**YOUR TASK:**
Return exactly the lines below, starting with the one that has "M 1264,371 L" and going on through the one that has "851,408 L 877,369".

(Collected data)
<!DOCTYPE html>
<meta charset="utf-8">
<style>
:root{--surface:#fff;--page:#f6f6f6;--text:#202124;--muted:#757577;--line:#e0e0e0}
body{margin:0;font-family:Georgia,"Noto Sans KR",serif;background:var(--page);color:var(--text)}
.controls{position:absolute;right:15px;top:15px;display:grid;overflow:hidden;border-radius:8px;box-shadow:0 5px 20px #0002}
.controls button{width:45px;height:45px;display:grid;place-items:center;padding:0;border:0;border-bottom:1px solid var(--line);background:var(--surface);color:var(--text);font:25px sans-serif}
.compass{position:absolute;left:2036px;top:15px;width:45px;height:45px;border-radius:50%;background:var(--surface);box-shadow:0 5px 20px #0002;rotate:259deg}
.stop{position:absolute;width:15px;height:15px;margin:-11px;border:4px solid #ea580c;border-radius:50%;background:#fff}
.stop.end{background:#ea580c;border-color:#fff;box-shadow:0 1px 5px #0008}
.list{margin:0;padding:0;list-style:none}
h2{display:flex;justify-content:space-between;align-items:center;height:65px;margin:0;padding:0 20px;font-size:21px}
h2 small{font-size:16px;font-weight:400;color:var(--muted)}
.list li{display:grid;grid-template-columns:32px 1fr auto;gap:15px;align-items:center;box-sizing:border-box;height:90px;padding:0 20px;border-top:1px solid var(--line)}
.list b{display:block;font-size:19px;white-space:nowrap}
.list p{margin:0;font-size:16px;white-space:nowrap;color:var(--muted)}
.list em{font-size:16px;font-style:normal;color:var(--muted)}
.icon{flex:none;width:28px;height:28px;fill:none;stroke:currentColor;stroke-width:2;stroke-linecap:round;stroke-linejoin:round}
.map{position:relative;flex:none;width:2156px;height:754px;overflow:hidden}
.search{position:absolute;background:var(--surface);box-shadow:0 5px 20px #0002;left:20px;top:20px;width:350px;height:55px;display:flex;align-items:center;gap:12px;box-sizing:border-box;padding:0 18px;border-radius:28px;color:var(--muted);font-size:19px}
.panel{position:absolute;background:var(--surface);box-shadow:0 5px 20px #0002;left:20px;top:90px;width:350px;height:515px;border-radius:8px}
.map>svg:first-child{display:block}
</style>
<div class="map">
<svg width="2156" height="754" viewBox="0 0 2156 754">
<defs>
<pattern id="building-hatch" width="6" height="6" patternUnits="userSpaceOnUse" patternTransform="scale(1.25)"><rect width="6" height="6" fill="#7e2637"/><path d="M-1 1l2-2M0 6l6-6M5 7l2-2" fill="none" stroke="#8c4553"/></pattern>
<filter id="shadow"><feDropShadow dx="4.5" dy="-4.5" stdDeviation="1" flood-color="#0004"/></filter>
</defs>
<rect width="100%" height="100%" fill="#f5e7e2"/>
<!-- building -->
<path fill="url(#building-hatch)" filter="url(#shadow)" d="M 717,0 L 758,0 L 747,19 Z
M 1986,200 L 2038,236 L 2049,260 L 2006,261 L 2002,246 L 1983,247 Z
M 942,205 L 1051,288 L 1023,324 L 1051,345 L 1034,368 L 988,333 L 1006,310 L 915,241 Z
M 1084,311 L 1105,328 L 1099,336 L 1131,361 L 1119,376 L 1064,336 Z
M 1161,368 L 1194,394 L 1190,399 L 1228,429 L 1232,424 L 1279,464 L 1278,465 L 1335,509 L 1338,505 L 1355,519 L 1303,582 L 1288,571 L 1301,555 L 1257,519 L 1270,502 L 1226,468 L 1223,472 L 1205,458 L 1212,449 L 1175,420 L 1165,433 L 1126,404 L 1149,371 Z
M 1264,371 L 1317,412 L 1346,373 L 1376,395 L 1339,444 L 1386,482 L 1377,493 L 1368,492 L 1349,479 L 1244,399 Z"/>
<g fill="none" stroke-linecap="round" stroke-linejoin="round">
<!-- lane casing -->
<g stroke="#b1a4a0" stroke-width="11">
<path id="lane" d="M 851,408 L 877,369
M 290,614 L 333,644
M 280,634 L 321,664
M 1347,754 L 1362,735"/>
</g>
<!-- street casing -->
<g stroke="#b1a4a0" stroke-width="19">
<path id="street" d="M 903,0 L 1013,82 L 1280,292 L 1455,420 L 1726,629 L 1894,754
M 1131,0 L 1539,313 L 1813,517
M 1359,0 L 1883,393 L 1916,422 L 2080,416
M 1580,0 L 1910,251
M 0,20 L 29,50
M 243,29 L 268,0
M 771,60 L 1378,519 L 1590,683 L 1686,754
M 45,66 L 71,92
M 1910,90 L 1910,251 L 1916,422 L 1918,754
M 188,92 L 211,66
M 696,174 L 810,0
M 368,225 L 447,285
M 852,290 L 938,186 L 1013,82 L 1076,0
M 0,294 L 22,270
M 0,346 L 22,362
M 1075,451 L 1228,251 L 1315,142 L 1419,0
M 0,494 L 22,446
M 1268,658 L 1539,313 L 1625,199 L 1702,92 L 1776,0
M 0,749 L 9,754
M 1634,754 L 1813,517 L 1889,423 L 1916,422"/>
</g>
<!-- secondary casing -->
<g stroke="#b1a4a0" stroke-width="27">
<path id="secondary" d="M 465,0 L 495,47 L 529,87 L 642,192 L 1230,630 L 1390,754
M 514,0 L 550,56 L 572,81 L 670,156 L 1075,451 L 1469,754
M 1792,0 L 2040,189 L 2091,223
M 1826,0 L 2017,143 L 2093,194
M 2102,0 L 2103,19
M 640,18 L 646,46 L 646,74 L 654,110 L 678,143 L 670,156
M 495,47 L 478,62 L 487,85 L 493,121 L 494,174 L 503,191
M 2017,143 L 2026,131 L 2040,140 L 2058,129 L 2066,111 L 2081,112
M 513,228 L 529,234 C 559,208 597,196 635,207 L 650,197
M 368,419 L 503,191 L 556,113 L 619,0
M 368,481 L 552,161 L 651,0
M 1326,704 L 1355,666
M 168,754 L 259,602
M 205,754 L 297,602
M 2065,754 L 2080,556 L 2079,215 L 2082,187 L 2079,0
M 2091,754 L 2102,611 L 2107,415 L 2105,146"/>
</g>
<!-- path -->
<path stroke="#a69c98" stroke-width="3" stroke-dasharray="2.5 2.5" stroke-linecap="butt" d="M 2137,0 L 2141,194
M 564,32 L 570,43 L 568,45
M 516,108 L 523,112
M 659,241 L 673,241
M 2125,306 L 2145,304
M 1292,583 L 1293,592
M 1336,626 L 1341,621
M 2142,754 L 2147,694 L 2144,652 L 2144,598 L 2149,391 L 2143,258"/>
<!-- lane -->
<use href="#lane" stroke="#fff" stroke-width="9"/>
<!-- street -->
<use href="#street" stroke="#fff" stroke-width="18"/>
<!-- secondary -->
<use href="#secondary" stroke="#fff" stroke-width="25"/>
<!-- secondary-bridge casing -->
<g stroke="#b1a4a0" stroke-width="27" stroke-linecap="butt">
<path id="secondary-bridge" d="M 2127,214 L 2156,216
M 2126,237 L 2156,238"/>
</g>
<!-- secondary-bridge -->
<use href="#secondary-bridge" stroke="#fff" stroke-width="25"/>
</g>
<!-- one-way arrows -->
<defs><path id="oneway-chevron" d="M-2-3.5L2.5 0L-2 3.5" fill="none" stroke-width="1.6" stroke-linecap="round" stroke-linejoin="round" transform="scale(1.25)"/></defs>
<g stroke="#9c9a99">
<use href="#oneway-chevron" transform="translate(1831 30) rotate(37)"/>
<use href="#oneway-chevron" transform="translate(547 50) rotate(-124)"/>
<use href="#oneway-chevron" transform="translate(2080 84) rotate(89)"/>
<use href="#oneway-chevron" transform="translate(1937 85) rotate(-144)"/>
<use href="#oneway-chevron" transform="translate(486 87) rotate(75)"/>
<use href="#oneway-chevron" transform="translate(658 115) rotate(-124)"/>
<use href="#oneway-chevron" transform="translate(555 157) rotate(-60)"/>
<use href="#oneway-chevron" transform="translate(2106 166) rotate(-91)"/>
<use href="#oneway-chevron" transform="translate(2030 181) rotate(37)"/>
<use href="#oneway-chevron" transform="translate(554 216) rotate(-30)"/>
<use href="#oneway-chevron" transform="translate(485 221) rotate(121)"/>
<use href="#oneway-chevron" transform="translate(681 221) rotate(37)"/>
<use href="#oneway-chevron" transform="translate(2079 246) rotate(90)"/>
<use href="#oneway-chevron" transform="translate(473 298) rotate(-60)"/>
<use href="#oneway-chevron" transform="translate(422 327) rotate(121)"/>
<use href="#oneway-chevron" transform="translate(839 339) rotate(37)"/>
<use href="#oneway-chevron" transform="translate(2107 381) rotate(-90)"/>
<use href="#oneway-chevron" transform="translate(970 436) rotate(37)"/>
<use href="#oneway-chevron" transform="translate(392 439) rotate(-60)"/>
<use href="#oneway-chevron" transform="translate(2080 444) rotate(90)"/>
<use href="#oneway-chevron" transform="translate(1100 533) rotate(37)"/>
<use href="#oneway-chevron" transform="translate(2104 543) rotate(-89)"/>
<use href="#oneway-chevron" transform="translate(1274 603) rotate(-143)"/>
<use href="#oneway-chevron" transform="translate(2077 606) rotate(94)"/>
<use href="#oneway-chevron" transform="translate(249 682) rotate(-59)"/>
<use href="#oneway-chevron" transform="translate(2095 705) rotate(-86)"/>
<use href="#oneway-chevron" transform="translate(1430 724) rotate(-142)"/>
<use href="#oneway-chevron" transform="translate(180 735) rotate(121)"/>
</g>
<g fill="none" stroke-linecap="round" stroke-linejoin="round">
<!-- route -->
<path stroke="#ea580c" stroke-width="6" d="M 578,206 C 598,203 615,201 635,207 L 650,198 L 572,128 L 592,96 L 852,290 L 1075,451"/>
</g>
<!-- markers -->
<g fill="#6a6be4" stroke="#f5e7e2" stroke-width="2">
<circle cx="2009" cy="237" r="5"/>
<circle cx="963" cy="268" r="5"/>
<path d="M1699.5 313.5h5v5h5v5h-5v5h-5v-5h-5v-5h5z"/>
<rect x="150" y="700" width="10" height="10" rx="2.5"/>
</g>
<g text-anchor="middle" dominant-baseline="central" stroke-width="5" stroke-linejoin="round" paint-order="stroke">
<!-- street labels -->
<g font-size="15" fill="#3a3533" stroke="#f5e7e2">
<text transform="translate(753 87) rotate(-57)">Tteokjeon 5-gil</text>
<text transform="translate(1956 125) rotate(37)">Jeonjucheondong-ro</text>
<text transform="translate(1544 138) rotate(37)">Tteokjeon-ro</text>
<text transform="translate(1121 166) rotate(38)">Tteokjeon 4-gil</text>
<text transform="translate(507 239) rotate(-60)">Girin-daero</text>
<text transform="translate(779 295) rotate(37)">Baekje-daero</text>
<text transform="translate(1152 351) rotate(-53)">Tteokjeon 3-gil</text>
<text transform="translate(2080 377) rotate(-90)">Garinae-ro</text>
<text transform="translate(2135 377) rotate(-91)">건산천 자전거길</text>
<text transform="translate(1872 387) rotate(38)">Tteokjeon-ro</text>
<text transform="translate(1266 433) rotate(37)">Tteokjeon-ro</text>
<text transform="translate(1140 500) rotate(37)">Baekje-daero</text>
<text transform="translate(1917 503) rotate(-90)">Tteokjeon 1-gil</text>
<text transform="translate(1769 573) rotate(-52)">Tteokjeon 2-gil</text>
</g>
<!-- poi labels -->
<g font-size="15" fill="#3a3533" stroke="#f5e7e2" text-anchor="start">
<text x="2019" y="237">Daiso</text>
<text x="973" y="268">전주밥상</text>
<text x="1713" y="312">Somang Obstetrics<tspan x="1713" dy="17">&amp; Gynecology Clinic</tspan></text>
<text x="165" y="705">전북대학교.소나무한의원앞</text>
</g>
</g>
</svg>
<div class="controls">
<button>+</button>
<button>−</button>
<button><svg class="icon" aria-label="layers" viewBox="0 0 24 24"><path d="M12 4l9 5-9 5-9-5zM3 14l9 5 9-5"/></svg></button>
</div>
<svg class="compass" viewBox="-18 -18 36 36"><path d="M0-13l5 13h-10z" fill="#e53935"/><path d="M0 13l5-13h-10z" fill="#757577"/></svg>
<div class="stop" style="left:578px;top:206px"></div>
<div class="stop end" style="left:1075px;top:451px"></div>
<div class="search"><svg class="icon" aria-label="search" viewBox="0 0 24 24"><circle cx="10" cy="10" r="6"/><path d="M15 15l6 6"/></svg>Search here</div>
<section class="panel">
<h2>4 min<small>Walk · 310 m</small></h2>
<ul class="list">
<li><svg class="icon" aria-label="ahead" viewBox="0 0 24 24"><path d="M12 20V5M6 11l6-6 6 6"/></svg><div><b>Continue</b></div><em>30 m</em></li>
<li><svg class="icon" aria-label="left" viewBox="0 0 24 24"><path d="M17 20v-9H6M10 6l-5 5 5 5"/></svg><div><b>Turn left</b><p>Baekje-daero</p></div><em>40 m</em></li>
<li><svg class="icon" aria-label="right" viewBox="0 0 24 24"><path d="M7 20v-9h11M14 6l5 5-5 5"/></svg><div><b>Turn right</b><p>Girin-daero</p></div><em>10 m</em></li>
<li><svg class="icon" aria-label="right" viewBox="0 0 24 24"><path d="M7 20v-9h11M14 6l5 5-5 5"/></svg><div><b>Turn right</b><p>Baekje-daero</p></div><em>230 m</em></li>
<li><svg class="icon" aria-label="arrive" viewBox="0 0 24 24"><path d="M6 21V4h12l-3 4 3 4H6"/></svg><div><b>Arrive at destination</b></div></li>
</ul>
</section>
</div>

**EXERCISE RESPONSE:**
M 1264,371 L 1317,412 L 1346,373 L 1376,395 L 1339,444 L 1386,482 L 1377,493 L 1368,492 L 1349,479 L 1244,399 Z"/>
<g fill="none" stroke-linecap="round" stroke-linejoin="round">
<!-- lane casing -->
<g stroke="#b1a4a0" stroke-width="11">
<path id="lane" d="M 851,408 L 877,369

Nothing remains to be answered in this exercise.